Dataset entries:
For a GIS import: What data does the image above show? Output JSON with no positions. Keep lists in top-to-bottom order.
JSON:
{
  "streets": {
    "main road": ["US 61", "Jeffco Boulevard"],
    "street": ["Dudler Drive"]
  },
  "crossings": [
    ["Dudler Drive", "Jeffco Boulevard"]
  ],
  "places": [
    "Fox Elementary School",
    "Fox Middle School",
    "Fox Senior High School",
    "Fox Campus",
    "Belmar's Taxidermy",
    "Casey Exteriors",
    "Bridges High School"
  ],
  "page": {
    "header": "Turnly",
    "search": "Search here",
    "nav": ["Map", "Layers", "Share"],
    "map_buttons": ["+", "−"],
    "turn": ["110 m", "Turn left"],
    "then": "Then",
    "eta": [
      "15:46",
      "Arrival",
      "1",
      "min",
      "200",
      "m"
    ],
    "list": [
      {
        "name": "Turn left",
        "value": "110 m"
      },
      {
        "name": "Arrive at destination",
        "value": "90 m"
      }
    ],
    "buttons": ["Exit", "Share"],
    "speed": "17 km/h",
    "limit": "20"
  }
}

■ What needs to be done
Once the lines above that include "Jeffco" are counted, report the number and nothing else.

■ Answer to this exercise
2